Third in a series
Re “We Consider Ourselves Very Fortunate”
Dateline East Los Angeles – With paper documents firmly in hand, Sebastian Lopez, one of the most harassed apartment dwellers in Los Angeles, said this morning he has contacted management 77 times in the last 90 days to complain about problems in the Boyle Heights complex where his family has resided for three years.
Calculating an average of 26 calls every 30 days, Mr. Lopez said that “I am trying to demonstrate my diligence.”
With father and son operating with severe physical disabilities, and Mirsa, Sebastian’s wife, the lone breadwinner, the family is stifled, says Mr. Lopez. They don’t have the resources to move, fleeing an unbelievable string of facility failures and inconveniences that someone living in a tent would take for granted.
Among the 77 calls, one of the later ones was to the LAPD, complaining their home had been broken into and a selection of gifts, wrapped and not-yet-wrapped under the Christmas tree were taken. That was on Dec. 17 when a Wyvernwood property person opened the apartment when the family was not home, allegedly to accommodate a utility person “who had to have access.” And by the way, on that visit, the lock was changed and the family, says Mr. Lopez, never has been able to secure a key to the new combination.
For its part, Wyvernwood Gardens denies the disabled father of two has made a good-faith effort to inform them of the numerous problems that have bedeviled the Lopezes from the day they took occupancy.

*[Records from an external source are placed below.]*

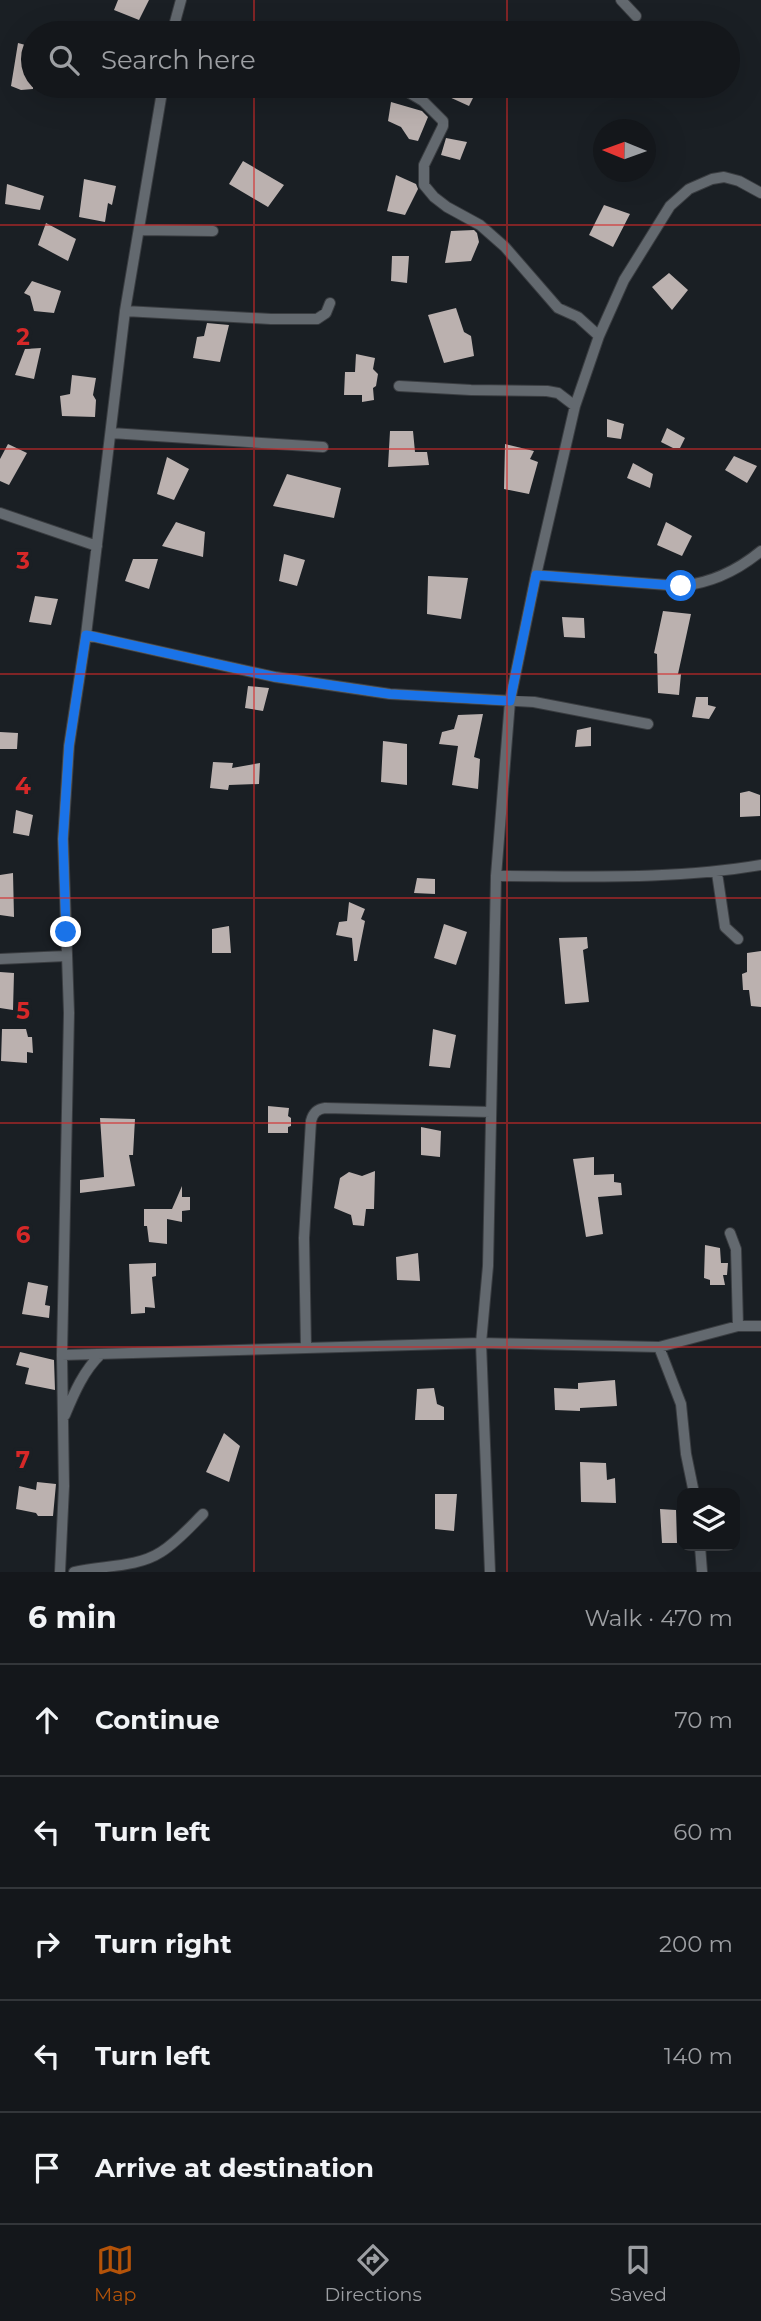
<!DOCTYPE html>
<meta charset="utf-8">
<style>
:root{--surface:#14171b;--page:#1d2024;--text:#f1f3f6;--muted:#9d9fa3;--line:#33363a;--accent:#b45309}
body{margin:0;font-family:Montserrat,sans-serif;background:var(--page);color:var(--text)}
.controls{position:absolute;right:21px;bottom:21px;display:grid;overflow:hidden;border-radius:14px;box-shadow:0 7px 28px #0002}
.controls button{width:63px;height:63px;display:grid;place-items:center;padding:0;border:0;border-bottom:2px solid var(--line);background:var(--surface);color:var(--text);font:35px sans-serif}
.compass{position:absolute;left:593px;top:119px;width:63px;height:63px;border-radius:50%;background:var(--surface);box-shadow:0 7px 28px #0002;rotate:271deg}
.stop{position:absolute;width:21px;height:21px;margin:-16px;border:5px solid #1a73e8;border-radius:50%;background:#fff}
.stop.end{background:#1a73e8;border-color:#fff;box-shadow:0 2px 7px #0008}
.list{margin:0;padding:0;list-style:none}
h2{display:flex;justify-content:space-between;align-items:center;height:91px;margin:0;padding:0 28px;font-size:30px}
h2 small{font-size:23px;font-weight:400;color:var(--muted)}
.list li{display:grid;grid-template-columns:46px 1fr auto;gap:21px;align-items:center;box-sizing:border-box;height:112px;padding:0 28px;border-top:2px solid var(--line)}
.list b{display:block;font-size:26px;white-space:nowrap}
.list em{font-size:23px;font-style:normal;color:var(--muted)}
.icon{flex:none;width:38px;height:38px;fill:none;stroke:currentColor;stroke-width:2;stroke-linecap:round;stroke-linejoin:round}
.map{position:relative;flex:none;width:761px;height:1572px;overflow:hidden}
.search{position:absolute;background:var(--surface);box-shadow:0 7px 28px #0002;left:21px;right:21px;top:21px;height:77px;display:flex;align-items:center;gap:18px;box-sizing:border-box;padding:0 24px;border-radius:38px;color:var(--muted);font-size:26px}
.sheet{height:651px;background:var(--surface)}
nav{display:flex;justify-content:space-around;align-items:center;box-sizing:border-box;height:98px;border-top:2px solid var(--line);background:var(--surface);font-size:19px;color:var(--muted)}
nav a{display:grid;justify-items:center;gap:4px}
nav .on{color:var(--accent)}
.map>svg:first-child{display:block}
.building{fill:#bbb1af}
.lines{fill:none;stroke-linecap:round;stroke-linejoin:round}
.street-casing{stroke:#3a3d41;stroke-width:12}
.street{stroke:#63696f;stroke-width:10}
.route{stroke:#1a73e8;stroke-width:9}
.grid{fill:none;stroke:#d62828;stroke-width:2;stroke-opacity:0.55}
.grid-label{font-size:23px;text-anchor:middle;font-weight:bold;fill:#d62828;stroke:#1a1f24;stroke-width:7;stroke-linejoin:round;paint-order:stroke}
</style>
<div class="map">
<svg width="761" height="1572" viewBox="0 0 761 1572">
<rect width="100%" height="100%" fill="#1a1f24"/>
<!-- building -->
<path class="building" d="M 118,0 L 149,0 L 139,20 L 114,10 Z
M 18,43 L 33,47 L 33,89 L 21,90 L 11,86 Z
M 425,86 L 479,86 L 469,106 Z
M 391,102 L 422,111 L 428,117 L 418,141 L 409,139 L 401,127 L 388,121 Z
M 446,138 L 467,142 L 460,160 L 441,155 Z
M 243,161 L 284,185 L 268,207 L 229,184 Z
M 396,175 L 416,184 L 418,189 L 405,215 L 387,211 Z
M 84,179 L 116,186 L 112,205 L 108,203 L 105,222 L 79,217 Z
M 7,184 L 44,196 L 40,210 L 5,204 Z
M 604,205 L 630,214 L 613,247 L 589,235 Z
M 46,223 L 76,239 L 68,261 L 38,245 Z
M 474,230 L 477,233 L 479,242 L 471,261 L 445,263 L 451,231 Z
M 392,256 L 409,256 L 407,283 L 391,281 Z
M 669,273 L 688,290 L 672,310 L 652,287 Z
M 32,281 L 61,291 L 54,313 L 34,311 L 30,296 L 24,293 Z
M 456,308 L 464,332 L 471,336 L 474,356 L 444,363 L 428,315 Z
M 207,323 L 229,325 L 220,362 L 193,358 L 197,337 L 204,336 Z
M 41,348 L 34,379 L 15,375 L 25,349 Z
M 356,354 L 375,358 L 373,369 L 378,374 L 376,386 L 373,388 L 374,400 L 362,402 L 362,395 L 344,395 L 345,372 L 355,372 Z
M 72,375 L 96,378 L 93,395 L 96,400 L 95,417 L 62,416 L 60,396 L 70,394 Z
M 607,419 L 624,424 L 621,439 L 607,437 Z
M 667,428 L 685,438 L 680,448 L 673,448 L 661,442 Z
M 390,431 L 413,431 L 415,452 L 427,452 L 429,465 L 388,467 Z
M 8,444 L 27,453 L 9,485 L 0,481 L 0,459 Z
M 505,444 L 534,451 L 530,459 L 538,462 L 529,494 L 504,489 Z
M 734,456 L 757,466 L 747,483 L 725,470 Z
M 167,457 L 189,469 L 174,500 L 157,494 Z
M 633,463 L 653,474 L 650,488 L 627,478 Z
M 287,474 L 341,488 L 334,518 L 273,506 Z
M 176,522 L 205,532 L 203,557 L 162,546 Z
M 666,522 L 692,536 L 682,556 L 657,545 Z
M 284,554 L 305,560 L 297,586 L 279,581 Z
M 133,559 L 158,559 L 149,589 L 125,581 Z
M 428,576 L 468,578 L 461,619 L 427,614 Z
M 35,596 L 58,599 L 51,625 L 29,622 Z
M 663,611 L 691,614 L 678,674 L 681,674 L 679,695 L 658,693 L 657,654 L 654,653 Z
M 562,617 L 584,618 L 585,638 L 564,637 Z
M 248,686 L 269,688 L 263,711 L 245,708 Z
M 696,697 L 708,697 L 708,705 L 716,707 L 709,719 L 692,717 Z
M 483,714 L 474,757 L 480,759 L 478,789 L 452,785 L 458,746 L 439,744 L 442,732 L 454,729 L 458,715 Z
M 591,727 L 591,746 L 575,747 L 577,730 Z
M 0,732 L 18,733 L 17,749 L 0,749 Z
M 383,741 L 407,744 L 407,785 L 381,782 Z
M 213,762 L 233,763 L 232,768 L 260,763 L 259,784 L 229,785 L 228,790 L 210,788 Z
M 749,791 L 760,795 L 760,816 L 740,817 L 740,793 Z
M 16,810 L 33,815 L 29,836 L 13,833 Z
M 13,873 L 14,917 L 0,915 L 0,875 Z
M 417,878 L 435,879 L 435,894 L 414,893 Z
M 349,902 L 365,909 L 361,919 L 365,921 L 357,961 L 354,961 L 352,938 L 336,935 L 339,922 L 347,921 Z
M 444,924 L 467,932 L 456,965 L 434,958 Z
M 229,926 L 231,953 L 212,953 L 212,929 Z
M 587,937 L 588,948 L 583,950 L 589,1002 L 565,1004 L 559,938 Z
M 761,951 L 761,1007 L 751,1006 L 749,990 L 743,990 L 742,974 L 747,972 L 747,953 Z
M 0,972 L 14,973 L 13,1010 L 0,1008 Z
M 2,1029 L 26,1029 L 28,1037 L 32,1037 L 33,1053 L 27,1052 L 27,1063 L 1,1061 Z
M 433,1029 L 456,1035 L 450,1068 L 429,1066 Z
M 268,1106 L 289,1108 L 288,1116 L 291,1118 L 291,1126 L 288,1127 L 288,1133 L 268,1133 Z
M 100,1118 L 135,1119 L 133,1155 L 129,1155 L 135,1186 L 80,1193 L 80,1180 L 104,1177 Z
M 421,1127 L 441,1131 L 440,1157 L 421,1155 Z
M 594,1157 L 594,1175 L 614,1174 L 614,1182 L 621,1183 L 622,1195 L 598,1197 L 603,1234 L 586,1237 L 573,1159 Z
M 375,1171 L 374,1209 L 366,1209 L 364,1226 L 353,1225 L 351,1215 L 334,1208 L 340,1178 L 349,1172 L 362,1176 Z
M 182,1186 L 182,1197 L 190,1197 L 190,1210 L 182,1211 L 182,1222 L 167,1219 L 167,1244 L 149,1242 L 147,1226 L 144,1226 L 144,1209 L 172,1209 Z
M 705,1245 L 720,1248 L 721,1263 L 728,1263 L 727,1275 L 723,1275 L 725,1285 L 710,1285 L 710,1280 L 704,1278 Z
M 418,1253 L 420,1281 L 397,1280 L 396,1257 Z
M 156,1263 L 156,1276 L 152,1277 L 155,1308 L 145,1307 L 145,1313 L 131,1314 L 129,1264 Z
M 28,1282 L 48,1286 L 45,1305 L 50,1306 L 49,1318 L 22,1314 Z
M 20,1352 L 54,1360 L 55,1390 L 25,1384 L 29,1368 L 16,1365 Z
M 615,1380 L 617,1406 L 580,1408 L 580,1411 L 555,1410 L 554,1388 L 578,1389 L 578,1383 Z
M 434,1388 L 437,1404 L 444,1407 L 444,1420 L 415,1420 L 417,1389 Z
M 224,1433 L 240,1446 L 229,1482 L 206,1472 Z
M 580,1462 L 606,1463 L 607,1480 L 615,1478 L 616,1503 L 581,1502 Z
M 37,1482 L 56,1484 L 53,1516 L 38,1516 L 36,1513 L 16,1509 L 19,1486 L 36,1490 Z
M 435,1494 L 457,1494 L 454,1531 L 435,1529 Z
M 660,1509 L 676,1510 L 677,1543 L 662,1543 Z"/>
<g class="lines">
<defs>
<path id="street" d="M 621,0 L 636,16
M 172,33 L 181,0
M 398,86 L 423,101 L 443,121 L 443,126 L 424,165 L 424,185 L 434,197 L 447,207 L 480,225 L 505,247 L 558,308 L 578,317 L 599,336
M 139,230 L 213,231
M 125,311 L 271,319 L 317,319 L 326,313 L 330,303
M 399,386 L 471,390 L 547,391 L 558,393 L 575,406
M 111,433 L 323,447
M 0,513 L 97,546
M 536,575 L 681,586 C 711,583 738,570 761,551
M 86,635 L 275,677 L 390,694 L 534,702 L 648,724
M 717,873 L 725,927 L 738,939
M 496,876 C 585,876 674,880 761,865
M 0,959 L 66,956
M 730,1233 L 736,1249 L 738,1326
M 306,1347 L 304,1238 L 311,1121 C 313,1113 317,1109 325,1108 L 491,1112
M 659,1347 L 681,1404 L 686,1454 L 694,1493
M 62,1355 L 481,1343 L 659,1347 L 738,1326 L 761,1326
M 65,1415 C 74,1393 84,1370 101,1354
M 700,1546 L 702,1572
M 60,1572 L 64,1486 L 62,1355 L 69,1013 L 63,839 L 69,746 L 86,635 L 125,311 L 163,86
M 74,1572 C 103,1565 136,1568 161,1552 C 177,1542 190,1527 203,1514
M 490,1572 L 481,1343 L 488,1266 L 496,876 L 510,701 L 536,575 L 575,406 L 599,336 L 624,280 L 670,206 L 689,189 L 712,179 L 724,177 L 739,181 L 761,193"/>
</defs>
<!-- street casing -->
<use href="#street" class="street-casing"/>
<!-- street -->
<use href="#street" class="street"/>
</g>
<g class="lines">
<!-- route -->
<path class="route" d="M 66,932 L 63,839 L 69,746 L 86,635 L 275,677 L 390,694 L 510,701 L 536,575 L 681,586"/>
</g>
<!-- grid -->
<path class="grid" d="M 254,0 L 254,33M 507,0 L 507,33M 254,86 L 254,1572M 507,86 L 507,1572M 0,225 L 761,225M 0,449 L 761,449M 0,674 L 761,674M 0,898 L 761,898M 0,1123 L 761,1123M 0,1347 L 761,1347"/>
<g class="grid-label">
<text x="23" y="345">2</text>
<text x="23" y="569">3</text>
<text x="23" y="794">4</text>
<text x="23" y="1019">5</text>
<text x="23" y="1243">6</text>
<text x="23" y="1468">7</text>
</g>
</svg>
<div class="controls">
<button><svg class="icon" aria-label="layers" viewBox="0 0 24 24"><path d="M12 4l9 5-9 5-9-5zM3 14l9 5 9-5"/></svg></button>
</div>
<svg class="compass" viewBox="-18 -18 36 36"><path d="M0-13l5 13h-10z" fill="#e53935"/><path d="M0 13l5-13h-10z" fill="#9d9fa3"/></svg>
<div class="stop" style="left:681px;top:586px"></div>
<div class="stop end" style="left:66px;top:932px"></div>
<div class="search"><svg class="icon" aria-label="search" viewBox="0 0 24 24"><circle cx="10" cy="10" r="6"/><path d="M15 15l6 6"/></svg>Search here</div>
</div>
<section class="sheet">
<h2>6 min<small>Walk · 470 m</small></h2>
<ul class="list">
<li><svg class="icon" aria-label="ahead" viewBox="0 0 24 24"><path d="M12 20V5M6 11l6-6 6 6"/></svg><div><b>Continue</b></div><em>70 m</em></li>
<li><svg class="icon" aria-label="left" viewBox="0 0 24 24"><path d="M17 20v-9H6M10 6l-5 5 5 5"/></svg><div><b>Turn left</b></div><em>60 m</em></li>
<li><svg class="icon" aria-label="right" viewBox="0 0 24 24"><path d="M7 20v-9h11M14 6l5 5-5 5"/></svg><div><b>Turn right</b></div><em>200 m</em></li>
<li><svg class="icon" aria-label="left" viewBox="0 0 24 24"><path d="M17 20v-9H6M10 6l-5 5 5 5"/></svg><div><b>Turn left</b></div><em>140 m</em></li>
<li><svg class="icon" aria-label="arrive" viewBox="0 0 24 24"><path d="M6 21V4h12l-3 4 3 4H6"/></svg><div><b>Arrive at destination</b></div></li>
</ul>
</section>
<nav>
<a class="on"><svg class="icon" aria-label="map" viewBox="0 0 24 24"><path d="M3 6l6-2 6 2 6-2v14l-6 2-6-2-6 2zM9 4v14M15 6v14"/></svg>Map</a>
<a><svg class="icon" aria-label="directions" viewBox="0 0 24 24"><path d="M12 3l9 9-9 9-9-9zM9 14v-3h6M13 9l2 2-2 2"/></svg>Directions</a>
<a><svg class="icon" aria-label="saved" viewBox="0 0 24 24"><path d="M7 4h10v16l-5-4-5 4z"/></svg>Saved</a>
</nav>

The complex’s management team is slightly more difficult to contact than the late uncle of the dictator of North Korea.
The positions of the two combatants this afternoon have changed little. What is by all available evidence an uninterrupted tragedy, drags into a new day, as if the living dilemma were a runaway vehicle pulling four anguished, protesting persons tied to the rear bumper.